Monday, September 6, 2021

When Numbers Don't Add

“I have thought and thought about my own actions!” – Dawn Howe


When Numbers Don’t Add


“I have thought and thought about my own actions!”  Dawn Howe said while relating the pieces of a long drawn out story of consternation.

She didn’t know it at the time, but the beginning of this story began at her small Southern Utah, local airport when a private aircraft landed.  Dawn and others, who were meeting at the airport, watched the unknown plane taxi from the runway and park just outside the small terminal.  A few moments after the engine wound down a hatch on the side of the plane opened and the pilot climbed down the stairs.  It was someone she didn’t know, yet would have a huge impact on the long-standing personal relationships in her life.

“This guy talked big from the moment he walked off that plane!”  Dawn explained as she began to review her process of basic addition.

Dawn’s process of addition is simple math that everyone of us can use when faced with complex issues in dealing with others.  Dawn says she developed this approach because she “needed a way to reduce confusion” when interacting with others.  You see, the pilot of that airplane began a cascading process of dividing lifelong friends as soon as he came to town.

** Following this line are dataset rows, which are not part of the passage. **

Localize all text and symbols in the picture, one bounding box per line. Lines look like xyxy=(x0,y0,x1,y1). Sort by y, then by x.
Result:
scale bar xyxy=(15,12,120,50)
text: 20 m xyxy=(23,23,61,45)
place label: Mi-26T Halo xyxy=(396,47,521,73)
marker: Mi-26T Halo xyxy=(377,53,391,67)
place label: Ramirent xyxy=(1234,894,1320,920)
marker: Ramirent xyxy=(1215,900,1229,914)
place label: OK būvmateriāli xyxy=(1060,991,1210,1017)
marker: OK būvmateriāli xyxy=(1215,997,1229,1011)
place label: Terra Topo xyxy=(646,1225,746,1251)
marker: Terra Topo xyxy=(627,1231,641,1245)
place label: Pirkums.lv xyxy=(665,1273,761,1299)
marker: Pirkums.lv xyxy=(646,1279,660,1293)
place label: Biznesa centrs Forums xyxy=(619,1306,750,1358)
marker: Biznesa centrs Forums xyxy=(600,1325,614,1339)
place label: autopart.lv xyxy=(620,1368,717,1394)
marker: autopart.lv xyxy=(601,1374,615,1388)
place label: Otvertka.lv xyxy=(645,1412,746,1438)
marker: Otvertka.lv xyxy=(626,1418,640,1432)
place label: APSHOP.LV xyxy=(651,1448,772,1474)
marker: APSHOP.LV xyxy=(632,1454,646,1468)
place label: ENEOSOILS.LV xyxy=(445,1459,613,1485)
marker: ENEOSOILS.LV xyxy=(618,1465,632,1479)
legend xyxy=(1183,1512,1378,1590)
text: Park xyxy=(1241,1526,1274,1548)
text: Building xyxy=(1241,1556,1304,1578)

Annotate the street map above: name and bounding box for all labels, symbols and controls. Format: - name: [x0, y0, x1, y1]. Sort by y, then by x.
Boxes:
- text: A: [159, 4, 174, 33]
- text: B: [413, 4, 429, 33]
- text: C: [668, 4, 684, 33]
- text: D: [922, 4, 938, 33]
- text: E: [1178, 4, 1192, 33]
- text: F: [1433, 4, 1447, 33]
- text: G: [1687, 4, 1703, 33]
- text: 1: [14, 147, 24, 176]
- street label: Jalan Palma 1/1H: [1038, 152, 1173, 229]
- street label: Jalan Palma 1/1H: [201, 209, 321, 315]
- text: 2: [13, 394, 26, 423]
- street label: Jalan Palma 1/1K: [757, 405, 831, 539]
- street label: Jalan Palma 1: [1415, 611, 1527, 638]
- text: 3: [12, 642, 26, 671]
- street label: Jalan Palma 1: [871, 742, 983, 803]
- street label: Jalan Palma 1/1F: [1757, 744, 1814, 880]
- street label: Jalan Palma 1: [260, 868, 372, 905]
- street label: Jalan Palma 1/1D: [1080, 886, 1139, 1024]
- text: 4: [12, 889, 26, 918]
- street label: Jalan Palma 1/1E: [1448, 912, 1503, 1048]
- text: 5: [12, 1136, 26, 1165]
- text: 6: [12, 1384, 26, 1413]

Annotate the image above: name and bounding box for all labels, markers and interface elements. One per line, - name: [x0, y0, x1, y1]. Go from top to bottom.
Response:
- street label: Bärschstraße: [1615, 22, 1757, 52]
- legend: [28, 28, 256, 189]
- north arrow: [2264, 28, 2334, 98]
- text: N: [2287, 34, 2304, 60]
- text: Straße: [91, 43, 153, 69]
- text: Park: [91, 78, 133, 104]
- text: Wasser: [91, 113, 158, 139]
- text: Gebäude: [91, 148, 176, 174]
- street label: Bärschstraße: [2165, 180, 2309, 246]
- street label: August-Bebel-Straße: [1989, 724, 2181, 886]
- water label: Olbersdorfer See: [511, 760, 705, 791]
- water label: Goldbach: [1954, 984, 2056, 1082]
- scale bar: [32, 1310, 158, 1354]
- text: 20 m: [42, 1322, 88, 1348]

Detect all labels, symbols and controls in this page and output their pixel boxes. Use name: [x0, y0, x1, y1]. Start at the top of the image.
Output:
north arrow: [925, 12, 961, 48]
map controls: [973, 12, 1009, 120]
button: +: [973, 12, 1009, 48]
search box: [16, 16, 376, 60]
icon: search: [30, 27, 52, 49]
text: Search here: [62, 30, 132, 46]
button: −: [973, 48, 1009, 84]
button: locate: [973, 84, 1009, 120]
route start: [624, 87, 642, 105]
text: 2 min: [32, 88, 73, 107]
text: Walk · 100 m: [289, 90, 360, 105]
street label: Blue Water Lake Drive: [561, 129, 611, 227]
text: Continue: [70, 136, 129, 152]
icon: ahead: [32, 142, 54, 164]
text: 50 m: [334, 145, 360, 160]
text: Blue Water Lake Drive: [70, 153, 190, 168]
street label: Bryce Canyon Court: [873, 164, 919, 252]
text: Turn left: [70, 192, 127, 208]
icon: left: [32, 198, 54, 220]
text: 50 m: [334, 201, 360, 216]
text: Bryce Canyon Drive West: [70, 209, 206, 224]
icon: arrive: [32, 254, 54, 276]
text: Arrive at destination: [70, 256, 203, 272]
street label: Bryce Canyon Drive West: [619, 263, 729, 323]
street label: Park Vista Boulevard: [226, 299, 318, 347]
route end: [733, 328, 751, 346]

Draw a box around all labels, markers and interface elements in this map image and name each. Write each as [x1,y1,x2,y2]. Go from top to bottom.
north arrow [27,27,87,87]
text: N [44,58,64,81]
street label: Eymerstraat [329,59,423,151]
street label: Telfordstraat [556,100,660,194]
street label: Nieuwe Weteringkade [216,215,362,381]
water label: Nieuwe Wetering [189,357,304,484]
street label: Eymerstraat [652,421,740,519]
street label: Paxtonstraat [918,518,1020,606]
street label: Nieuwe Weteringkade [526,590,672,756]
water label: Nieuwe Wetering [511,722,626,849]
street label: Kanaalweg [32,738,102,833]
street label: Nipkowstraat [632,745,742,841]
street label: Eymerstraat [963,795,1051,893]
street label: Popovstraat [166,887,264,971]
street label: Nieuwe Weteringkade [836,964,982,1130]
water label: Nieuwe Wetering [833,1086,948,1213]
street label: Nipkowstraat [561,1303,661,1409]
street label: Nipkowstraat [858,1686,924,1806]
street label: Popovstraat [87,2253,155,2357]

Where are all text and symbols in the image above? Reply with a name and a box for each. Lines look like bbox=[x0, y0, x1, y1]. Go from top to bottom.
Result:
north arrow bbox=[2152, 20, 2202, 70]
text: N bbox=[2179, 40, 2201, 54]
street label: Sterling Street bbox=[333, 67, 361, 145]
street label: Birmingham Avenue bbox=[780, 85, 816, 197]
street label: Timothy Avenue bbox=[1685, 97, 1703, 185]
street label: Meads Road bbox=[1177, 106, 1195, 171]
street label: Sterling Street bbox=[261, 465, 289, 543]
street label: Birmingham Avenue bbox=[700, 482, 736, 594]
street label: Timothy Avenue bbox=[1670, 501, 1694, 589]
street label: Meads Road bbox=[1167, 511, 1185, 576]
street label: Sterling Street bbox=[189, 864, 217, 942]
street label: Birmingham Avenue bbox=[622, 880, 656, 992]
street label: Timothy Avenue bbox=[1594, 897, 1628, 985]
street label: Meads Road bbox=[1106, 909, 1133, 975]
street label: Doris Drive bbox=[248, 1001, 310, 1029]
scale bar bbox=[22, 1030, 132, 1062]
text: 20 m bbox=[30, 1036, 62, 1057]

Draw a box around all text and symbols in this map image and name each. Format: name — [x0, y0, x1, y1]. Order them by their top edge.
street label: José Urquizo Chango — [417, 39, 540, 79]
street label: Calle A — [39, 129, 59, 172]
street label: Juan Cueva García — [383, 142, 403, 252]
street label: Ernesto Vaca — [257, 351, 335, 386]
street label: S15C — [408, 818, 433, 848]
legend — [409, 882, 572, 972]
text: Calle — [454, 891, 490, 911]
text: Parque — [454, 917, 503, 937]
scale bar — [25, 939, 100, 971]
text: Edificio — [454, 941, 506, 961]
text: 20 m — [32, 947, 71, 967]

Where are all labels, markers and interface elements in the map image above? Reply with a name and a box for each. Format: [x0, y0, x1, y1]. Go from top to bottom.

“He began to tell us all different stories!  We were trying to help him as much as possible because we wanted to believe he was a good person.  It wasn’t until my friends and I got together to compare notes that we began to discover discrepancies.”  Dawn said as she described the man’s use of long division.  “As my friends and I compared our experiences it became clear he was using the mathematical principle of long division to separate us!  That’s how I thought of using principles based on mathematical proofing to solve my own clarity issues.”

Dawn honed her own proofing process by using similar mathematical proofing theory to reach logical conclusions and calm her emotional turmoil.  Here’s how she describes her method of “proofing.”

First, I mentally reviewed every person in detail and said, “What’s their track record with me?  As soon as I had gone through this process I had a clear picture of everyone.  It was like taking a stack of personal head shots and laying them on the table next to each other.  That was like seeing the answer before even completing the math!”  Dawn said.

“Next, I asked myself, who have I known the longest?  I relied on my personal experience with more than one person, variable, in the equation and weighted each variable accordingly.  I sort of labeled everyone involved and identified them by the length of my interaction experience with them.”

Finally.  She asked, “What has been my experience in working with each person?  Then, I added up all the pieces and found only one variable that wasn’t compatible with all others.  That one variable didn’t add up!”  Dawn expressed with a clear sense of relief reverberating from her tone.

Her relief in finding a comforting solution is something each one of us can related to.  We’ve all faced complex personal relationship issues in life similar to the one Dawn has been going through.  

“It’s amazing how confusing life can become when we’re interfacing with others who aren’t acting with honor.  I like to operate on a basis of trust.  That approach has worked for me very well, until it didn’t!  Now I have one more tool that allows me to clear my head and see if things are adding up!”

“I have thought and thought about my own actions!”  Dawn Howe said while relating the pieces of a long drawn out story of consternation.  “I also found that I could add my own actions to the actions of others, based on historical evidence, to give myself a mathematical proof for mental and emotional clarity!”

What that means is, when you’re facing numbers that don’t add because someone, or something new flies into your life, go back to the arithmetic you learned as a child.  You remember it well.  Two plus two equals four!  

Even when others try to fly other numbers around in an effort to convince you it doesn’t.  Two plus two still equals four.